At Shuhe, the pace is more leisurely, although as we stroll its little lanes, we notice an unusual number of wedding parties and photo studios.

Then it hit us. These couples were coming to Shuhe to take wedding pictures for their albums. Apparently, it is now quite a thriving industry.

With an eye on the festive parties, we shopped for souvenirs to take home. There are the usual Miao tribal silver jewelry and phone accessories and key rings made from tiny bells that used to adorn the reins of horses traveling along the ancient Tea and Horse Caravan Route.

We are also attracted to the linen door curtains decorated with minimalist Chinese ink painting, and a selection of heavy cotton shawls woven by the Mosuo women.

The children get hungry and clamor for the local cherries and strawberries that are being sold by the roadside. The vendor smiles at them and promptly washes the fruits before handing the bag over, mindful of the impatience of the young ones to sample the berries.

On the slow walk back, we pass the coffee shop again, and a voice calls out a greeting. He has recognized our accents and he knows we are strangers. The owner of the voice also owns a few boutiques by the museum, and he offers to buy us cups of coffee.

And so it goes on. From the warm hospitality at the Bivou to the friendliness of the villagers in Shuhe, it was like a homecoming for us.

It was also a good chance to bond with my own family. We are normally scattered in Beijing, Shanghai and Hong Kong most of the year, and we treasured the opportunity to stay together in one place on holiday.

That night, we have our barbecue, and Bob the scholar-barista shows us what he really does best - an Aussie barbie.

As he expertly grills skewers of meat and vegetables on the grill, my brother David shows off his own culinary skills by turning out perfect roast pork, its skin crackling crisp.

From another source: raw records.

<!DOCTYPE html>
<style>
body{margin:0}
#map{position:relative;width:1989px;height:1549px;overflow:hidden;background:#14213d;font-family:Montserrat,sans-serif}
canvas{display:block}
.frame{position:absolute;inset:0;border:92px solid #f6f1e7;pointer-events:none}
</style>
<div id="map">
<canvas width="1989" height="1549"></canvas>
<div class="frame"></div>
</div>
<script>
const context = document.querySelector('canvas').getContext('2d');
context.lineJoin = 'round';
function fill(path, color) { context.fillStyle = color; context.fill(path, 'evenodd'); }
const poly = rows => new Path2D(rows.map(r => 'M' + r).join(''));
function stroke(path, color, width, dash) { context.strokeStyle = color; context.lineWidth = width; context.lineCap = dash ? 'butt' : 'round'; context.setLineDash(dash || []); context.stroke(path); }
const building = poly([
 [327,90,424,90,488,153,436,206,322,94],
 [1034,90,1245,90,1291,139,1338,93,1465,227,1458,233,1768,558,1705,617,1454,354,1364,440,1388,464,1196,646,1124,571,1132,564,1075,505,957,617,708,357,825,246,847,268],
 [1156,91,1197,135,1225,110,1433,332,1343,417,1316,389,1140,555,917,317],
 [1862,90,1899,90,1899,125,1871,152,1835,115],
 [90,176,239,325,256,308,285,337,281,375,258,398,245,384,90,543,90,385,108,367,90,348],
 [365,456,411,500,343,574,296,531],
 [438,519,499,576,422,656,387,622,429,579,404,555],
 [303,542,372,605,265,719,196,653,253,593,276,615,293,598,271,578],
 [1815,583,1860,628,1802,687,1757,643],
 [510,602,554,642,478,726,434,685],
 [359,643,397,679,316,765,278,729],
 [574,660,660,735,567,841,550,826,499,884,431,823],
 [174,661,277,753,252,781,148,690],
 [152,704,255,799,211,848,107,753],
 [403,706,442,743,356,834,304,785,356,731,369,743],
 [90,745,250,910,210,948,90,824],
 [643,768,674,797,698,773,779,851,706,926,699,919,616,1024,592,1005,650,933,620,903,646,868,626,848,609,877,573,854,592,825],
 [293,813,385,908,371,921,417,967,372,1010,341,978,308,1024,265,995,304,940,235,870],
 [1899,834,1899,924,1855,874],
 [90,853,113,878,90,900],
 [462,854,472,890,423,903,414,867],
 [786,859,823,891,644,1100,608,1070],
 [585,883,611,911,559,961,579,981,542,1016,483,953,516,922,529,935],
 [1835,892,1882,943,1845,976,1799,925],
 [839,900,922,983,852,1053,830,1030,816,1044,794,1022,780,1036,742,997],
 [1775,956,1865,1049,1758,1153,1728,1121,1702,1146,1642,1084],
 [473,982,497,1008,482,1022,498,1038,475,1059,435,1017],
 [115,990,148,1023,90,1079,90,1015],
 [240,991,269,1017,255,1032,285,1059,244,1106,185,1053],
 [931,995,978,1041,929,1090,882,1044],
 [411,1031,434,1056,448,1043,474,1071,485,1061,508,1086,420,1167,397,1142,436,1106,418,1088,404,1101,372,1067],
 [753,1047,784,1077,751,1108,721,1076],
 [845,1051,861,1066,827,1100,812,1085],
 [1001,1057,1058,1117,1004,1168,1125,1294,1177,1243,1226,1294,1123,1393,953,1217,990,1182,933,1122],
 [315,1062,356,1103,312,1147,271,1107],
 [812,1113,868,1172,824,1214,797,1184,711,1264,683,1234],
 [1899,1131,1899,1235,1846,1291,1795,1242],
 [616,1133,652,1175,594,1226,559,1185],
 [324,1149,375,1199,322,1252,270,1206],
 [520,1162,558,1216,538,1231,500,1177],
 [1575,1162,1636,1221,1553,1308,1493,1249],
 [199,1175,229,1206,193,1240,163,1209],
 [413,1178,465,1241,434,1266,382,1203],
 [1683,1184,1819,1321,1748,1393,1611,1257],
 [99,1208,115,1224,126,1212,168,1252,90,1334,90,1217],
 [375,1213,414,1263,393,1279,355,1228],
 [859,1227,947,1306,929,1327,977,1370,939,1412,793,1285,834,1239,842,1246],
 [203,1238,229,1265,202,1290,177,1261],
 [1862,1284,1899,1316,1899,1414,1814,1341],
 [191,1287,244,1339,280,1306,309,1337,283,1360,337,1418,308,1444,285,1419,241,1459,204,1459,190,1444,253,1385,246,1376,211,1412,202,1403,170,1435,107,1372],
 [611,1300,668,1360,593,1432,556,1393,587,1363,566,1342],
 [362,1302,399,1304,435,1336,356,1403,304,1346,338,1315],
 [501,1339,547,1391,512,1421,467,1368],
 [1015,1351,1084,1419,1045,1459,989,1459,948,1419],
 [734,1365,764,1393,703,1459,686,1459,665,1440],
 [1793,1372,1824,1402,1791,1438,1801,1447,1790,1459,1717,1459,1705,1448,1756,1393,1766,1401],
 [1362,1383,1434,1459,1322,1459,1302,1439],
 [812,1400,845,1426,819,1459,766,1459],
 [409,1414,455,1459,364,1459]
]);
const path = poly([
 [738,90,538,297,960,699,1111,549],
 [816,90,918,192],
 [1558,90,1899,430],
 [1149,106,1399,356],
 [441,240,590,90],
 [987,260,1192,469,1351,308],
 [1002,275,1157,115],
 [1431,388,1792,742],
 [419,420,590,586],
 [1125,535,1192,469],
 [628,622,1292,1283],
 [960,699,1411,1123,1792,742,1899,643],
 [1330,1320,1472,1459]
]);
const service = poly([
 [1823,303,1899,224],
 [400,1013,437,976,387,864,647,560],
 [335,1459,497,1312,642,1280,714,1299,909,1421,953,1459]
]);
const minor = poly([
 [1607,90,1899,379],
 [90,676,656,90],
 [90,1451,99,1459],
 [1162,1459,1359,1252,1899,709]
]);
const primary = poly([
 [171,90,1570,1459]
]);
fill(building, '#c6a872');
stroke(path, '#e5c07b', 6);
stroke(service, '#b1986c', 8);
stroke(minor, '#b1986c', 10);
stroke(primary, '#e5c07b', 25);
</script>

My husband and I tackle the leg of ham that we had ordered, a 3-year-old cured leg from the little black pigs of Yunnan's Nujiang, the Angry River. We serve the shavings on fresh baby spinach sauteed in chanterelle-infused oil. Nothing like eating local.

The Bivou is not cheap, but it does offer safe haven for families with kids, or tired city executives. The inn believes in eating organic, and serves up meals that reflect that principle.

We left fully recharged with the fresh air and good food that we had enjoyed for three full days. You can be sure we'll be back next year.